§ WORK INSTRUCTIONS
The answer should consist of each line from the data below that includes "stains".

§ RECORDS SHOWN

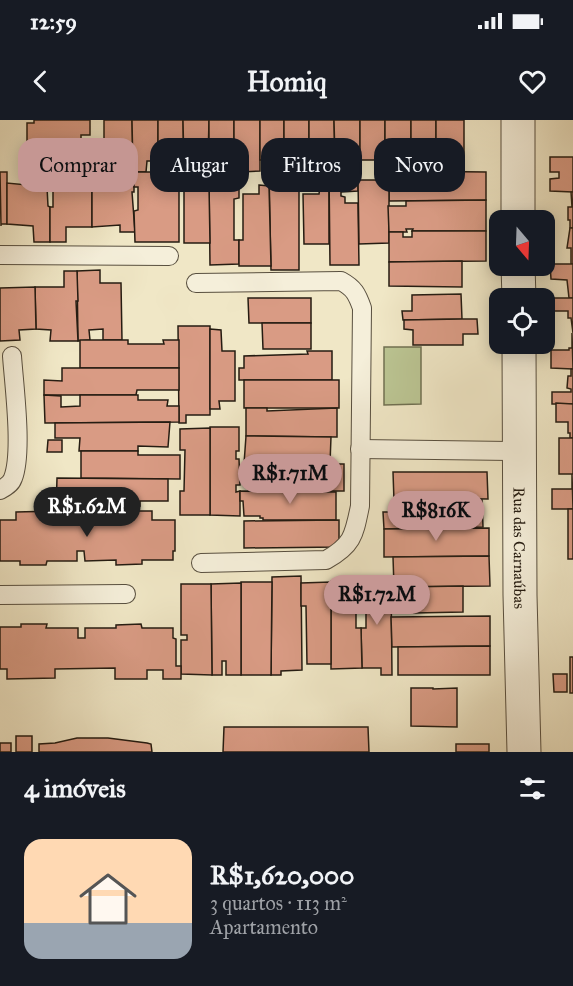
<!DOCTYPE html>
<html lang="pt">
<meta charset="utf-8">
<style>
body{margin:0;font-family:"IM FELL Great Primer",serif;background:#20242c;color:#f1f3f6;height:100vh;display:flex;flex-direction:column;font-size:22px;white-space:nowrap}
*{box-sizing:border-box;margin:0}
p{font-size:20px;color:#9ea1a6}
.icon{flex:none;width:33px;height:33px;fill:none;stroke:currentColor;stroke-width:2;stroke-linecap:round;stroke-linejoin:round}
.map{position:relative;height:632px;overflow:hidden}
.details{display:flex;flex-direction:column;background:#171b24;flex:1}
.details>*{flex:none}
.guide{position:absolute;left:18px;top:18px;width:537px;height:54px;display:flex;gap:12px}
.needle{width:39px;rotate:161deg}
.tools{position:absolute;left:489px;top:90px;display:grid;gap:12px}
.tools a{display:grid;place-items:center;width:66px;height:66px;border-radius:12px;background:#171b24;box-shadow:0 3px 15px #0003;font-size:30px}
.price{position:absolute;translate:-50% -51px;padding:0 14px;border-radius:21px;background:#c59692;color:#111;font-size:20px;line-height:39px;filter:drop-shadow(0 2px 3px #0008)}
.price::after{content:'';position:absolute;left:50%;top:36px;width:18px;height:14px;margin-left:-9px;background:inherit;clip-path:polygon(0 0,100% 0,50% 100%)}
.price.selected{background:#222;color:#fff}
ul{padding:0;list-style:none}
li{display:flex;align-items:center;gap:18px;height:150px;padding:0 24px}
li span{display:grid;place-items:center;flex:none;width:168px;height:120px;border-radius:18px;color:#555}
li>.icon{margin-inline-start:auto}
span .icon{width:72px;height:72px;fill:#fffc;stroke-width:1}
li b{font-size:26px}
h2{display:flex;justify-content:space-between;align-items:center;height:72px;padding:0 24px;font-size:26px}
.pill{padding:0 21px;border-radius:18px;background:#171b24;box-shadow:0 3px 15px #0003;font-size:21px;line-height:54px}
.pill.selected{background:#c59692;color:#111}
.status{display:flex;justify-content:space-between;align-items:center;height:42px;padding:0 30px;background:#171b24;direction:ltr}
.status svg{height:16px;fill:currentColor}
header{display:flex;justify-content:space-between;align-items:center;height:78px;padding:0 24px;background:#171b24;font-size:27px;font-weight:700}
.map>svg:first-child{display:block}
.green{fill:#bbc593;stroke:#707052;stroke-width:1.5}
.building{fill:#d99b84;stroke:#251c12;stroke-width:1.5}
.lines{fill:none;stroke-linecap:round;stroke-linejoin:round}
.lane-casing{stroke:#584f3f;stroke-width:20}
.street-casing{stroke:#584f3f;stroke-width:35}
.lane{stroke:#f5efda;stroke-width:18}
.street{stroke:#f5efda;stroke-width:33}
.labels{text-anchor:middle;dominant-baseline:central;stroke-width:5;stroke-linejoin:round;paint-order:stroke}
.street-label{font-size:16px;fill:#251c12;stroke:#f5efda}
</style>
<div class="status"><b>12:59</b><svg viewBox="0 0 49 12"><path d="M0 12V9h3v3zM5 12V6h3v6zM10 12V3h3v9zM15 12V0h3v12zM26 1h20v11H26zM47 4h2v5h-2z"/></svg></div>
<header><svg class="icon" aria-label="back" viewBox="0 0 24 24"><path d="M15 5l-7 7 7 7"/></svg>Homiq<svg class="icon" aria-label="heart" viewBox="0 0 24 24"><path d="M12 20l-8-8c-3-5 5-10 8-4 3-6 11-1 8 4z"/></svg></header>
<div class="map">
<svg width="573" height="632" viewBox="0 0 573 632">
<rect width="100%" height="100%" fill="#f0e7c6"/>
<filter id="stains"><feTurbulence type="fractalNoise" baseFrequency=".00333" numOctaves="4"/><feColorMatrix values="0 0 0 0 .2 0 0 0 0 .09 0 0 0 0 .02 0 0 0 .5 -.17"/></filter>
<radialGradient id="worn" r=".72"><stop offset=".6" stop-color="#630" stop-opacity="0"/><stop offset="1" stop-color="#630" stop-opacity=".3"/></radialGradient>
<path class="green" d="M384,227H421V284L384,285Z"/>
<g class="building">
<path d="M34,0H90V15H81V23H27V3H34Z"/>
<path d="M104,0H132L133,41L104,40Z"/>
<path d="M132,0H158V41H147L146,52H133Z"/>
<path d="M158,0H183L184,51L171,52V41H158Z"/>
<path d="M183,0H209L208,40H194V52L184,51Z"/>
<path d="M209,0H234V40H224V52H209Z"/>
<path d="M234,0H260V51L241,52V40H234Z"/>
<path d="M260,0H284V51L267,52L268,40H260Z"/>
<rect x="284" y="0" width="25" height="40"/>
<path d="M309,0H334L335,40L326,39V51H309Z"/>
<path d="M334,0H360V40H335Z"/>
<rect x="360" y="0" width="25" height="40"/>
<path d="M385,0H411V51H394V40H385Z"/>
<path d="M411,0H436V39L411,40Z"/>
<path d="M436,0H464V51L440,52V39H436Z"/>
<path d="M27,23H87V36L79,35V51H57L56,48H27Z"/>
<path d="M550,37H573V72L550,71V59L559,58V52H550Z"/>
<path d="M329,51V124H304L303,74H319L320,66H299V52Z"/>
<path d="M329,51L358,52V71L341,72V76L345,77V83H358L359,145H330Z"/>
<path d="M396,51L486,52V80L389,81V63L396,62Z"/>
<path d="M0,52H7V104H1V106Z"/>
<path d="M27,52H50V67H47L48,86L50,87V122H34L33,106L7,104V63L27,65Z"/>
<path d="M72,52H92V107H66V122H50V87H53V63L72,64Z"/>
<path d="M109,52H134V72H132L135,112H120V105L92,107V63H109Z"/>
<path d="M134,52H166V64H179V122H135L134,91L138,90V67H134Z"/>
<path d="M269,52H299V150H271Z"/>
<path d="M239,58V78L234,79V120H239V144L210,145L209,59Z"/>
<path d="M358,60H389V123L359,124Z"/>
<path d="M209,65L210,123H184V66Z"/>
<path d="M259,65L269,66L271,146H239V120H243V74H259Z"/>
<path d="M571,72H573V108H570V100H568V87H572Z"/>
<path d="M486,80V111H412L413,109H406L407,112H389L388,86H406V81Z"/>
<path d="M570,108H573V144H571V128H567Z"/>
<path d="M412,111H486V141L389,142V112H403V117H412Z"/>
<path d="M462,141V167L389,166V142Z"/>
<path d="M550,144H573V178H569L567,160L551,159Z"/>
<path d="M100,150V163H121L122,220H103V209L89,210L90,220L78,221L77,151Z"/>
<path d="M64,151H77L78,181H76L78,221H50L51,210L36,209L35,167H64Z"/>
<path d="M35,167L36,209L19,210L20,220L0,221V168Z"/>
<path d="M461,174L462,199L403,200L402,191H412V175Z"/>
<path d="M248,178H311V203H249Z"/>
<path d="M551,178H573V213L571,198H568V191H551Z"/>
<path d="M462,199H477L478,214H463V225H413V210L404,209V200Z"/>
<path d="M262,203H311V229H263Z"/>
<path d="M178,206H210V295H186V303H179Z"/>
<path d="M210,209L221,210L222,231H235V281H219L220,289H210Z"/>
<path d="M572,213L573,249L551,248V230H569V228H572Z"/>
<path d="M80,220H128V224H164L163,220H179V248H80Z"/>
<path d="M307,231H332V260H239V248H244V236L308,234Z"/>
<path d="M62,248H179V270H137L136,275H44V260L62,261Z"/>
<path d="M571,249H573V284H552V272H571V269L567,268L568,256H571Z"/>
<rect x="244" y="260" width="95" height="28"/>
<path d="M44,275L61,276V287L80,286V275H138V280H168L167,286H179V302L45,303Z"/>
<path d="M556,283L573,284V318H570V313H568V302H556Z"/>
<path d="M246,288H267V291L337,288V317L246,316Z"/>
<path d="M170,302L168,327L138,326V331H79L80,318H55V303Z"/>
<path d="M210,307H239V331H236V339H239L240,365H236V372L240,371V396L210,395Z"/>
<path d="M210,308V395H180V371H184L185,330H180V309Z"/>
<path d="M246,316L331,317L330,343L309,344V341H267V344H244Z"/>
<rect x="559" y="318" width="14" height="36"/>
<path d="M48,320H62V332H47Z"/>
<path d="M81,331H138V335H180V359L81,358Z"/>
<rect x="248" y="344" width="96" height="27"/>
<path d="M393,352H487L488,379L420,378L419,381H394Z"/>
<path d="M572,354L573,389H552V369H572Z"/>
<path d="M57,358L168,359V381H140V386H127V381H120V391L56,392Z"/>
<path d="M240,371L336,372V400H263V398H260V396H244L243,381H240Z"/>
<path d="M393,380L457,382L458,380H482L483,407L384,409L383,392H393Z"/>
<rect x="568" y="389" width="5" height="50"/>
<path d="M57,391V400H74L73,391H152V400H175V431H173V440H142V444L116,445V440L85,441L84,431H77V441H47L46,445H20V441H0V400H16V392Z"/>
<path d="M339,400V427L244,428V401Z"/>
<path d="M489,408V436L384,437V409Z"/>
<path d="M489,436L490,466L394,467L393,437Z"/>
<path d="M301,456L302,550L281,551V555H271L272,457Z"/>
<path d="M361,460H391L392,555H381V548H362L361,508H366V485H361Z"/>
<path d="M361,460V486H356V508H361L362,548L331,549V461Z"/>
<path d="M241,462H272L271,555H241Z"/>
<path d="M331,462V544H307L306,486H301V463Z"/>
<path d="M241,463V555H226V541H222V555H212L211,464Z"/>
<path d="M181,464H211L212,555L181,554V520H187V515H181Z"/>
<path d="M463,466V492L414,493V476H405V467Z"/>
<path d="M490,496V526L392,527L391,497Z"/>
<path d="M21,504H47L46,508H78V518H85V508H116V505L141,504L142,508H173V518L176,519V546H181V559H163V550H147V559H115V548L55,549V558L7,559V549H0V507H21Z"/>
<path d="M490,526V555H398V527Z"/>
<rect x="570" y="537" width="3" height="36"/>
<path d="M553,554H567V572H554Z"/>
<path d="M411,568H433V569L457,568V607L411,606Z"/>
<path d="M224,607H368L369,632H223Z"/>
<rect x="16" y="616" width="16" height="16"/>
<path d="M77,618H108L147,623L151,624L152,632H39V624L55,623Z"/>
<rect x="0" y="623" width="11" height="9"/>
<rect x="456" y="624" width="33" height="8"/>
</g>
<g class="lines">
<defs>
<g id="lane">
<path d="M0,135L169,136"/>
<path d="M196,163L341,161C354,168 357,174 362,188L360,386C354,415 353,425 326,440L201,443"/>
<path d="M360,329L519,331"/>
<path d="M0,370C6,367 11,364 13,358C23,332 14,265 12,236"/>
<path d="M0,475L126,474"/>
</g>
<g id="street">
<path d="M518,0V100"/>
<path d="M518,146L519,178"/>
<path id="s1" d="M519,224L520,475L524,632"/>
</g>
</defs>
<use href="#lane" class="lane-casing"/>
<use href="#street" class="street-casing"/>
<use href="#lane" class="lane"/>
<use href="#street" class="street"/>
</g>
<g class="labels">
<g class="street-label">
<text stroke="none"><textPath href="#s1" startOffset="204">Rua das Carnaúbas</textPath></text>
</g>
</g>
<rect width="100%" height="100%" filter="url(#stains)"/>
<rect width="100%" height="100%" fill="url(#worn)"/>
</svg>
<div class="tools">
<a><svg class="needle" viewBox="-14 -14 28 28"><path d="M0-13l5 13h-10z" fill="#e53935"/><path d="M0 13l5-13h-10z" fill="#9ea1a6"/></svg></a>
<a><svg class="icon" aria-label="locate" viewBox="0 0 24 24"><circle cx="12" cy="12" r="6"/><path d="M12 2v4M12 18v4M2 12h4M18 12h4"/></svg></a>
</div>
<b class="price" style="left:290px;top:385px">R$1.71M</b>
<b class="price selected" style="left:87px;top:418px">R$1.62M</b>
<b class="price" style="left:436px;top:422px">R$816K</b>
<b class="price" style="left:377px;top:506px">R$1.72M</b>
<div class="guide">
<a class="pill selected">Comprar</a>
<a class="pill">Alugar</a>
<a class="pill">Filtros</a>
<a class="pill">Novo</a>
</div>
</div>
<section class="details">
<h2>4 imóveis<svg class="icon" aria-label="filters" viewBox="0 0 24 24"><path d="M4 7h16M4 17h16"/><circle cx="9" cy="7" r="2"/><circle cx="15" cy="17" r="2"/></svg></h2>
<ul>
<li><span style="background:linear-gradient(#ffd9b3 70%,#9aa5b1 0)"><svg class="icon" aria-label="home" viewBox="0 0 24 24"><path d="M3 11l9-7 9 7M6 9v11h12V9"/></svg></span><div><b>R$1,620,000</b><p>3 quartos · 113 m²</p><p>Apartamento</p></div></li>
</ul>
</section>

§ RESPONSE
<filter id="stains"><feTurbulence type="fractalNoise" baseFrequency=".00333" numOctaves="4"/><feColorMatrix values="0 0 0 0 .2 0 0 0 0 .09 0 0 0 0 .02 0 0 0 .5 -.17"/></filter>
<rect width="100%" height="100%" filter="url(#stains)"/>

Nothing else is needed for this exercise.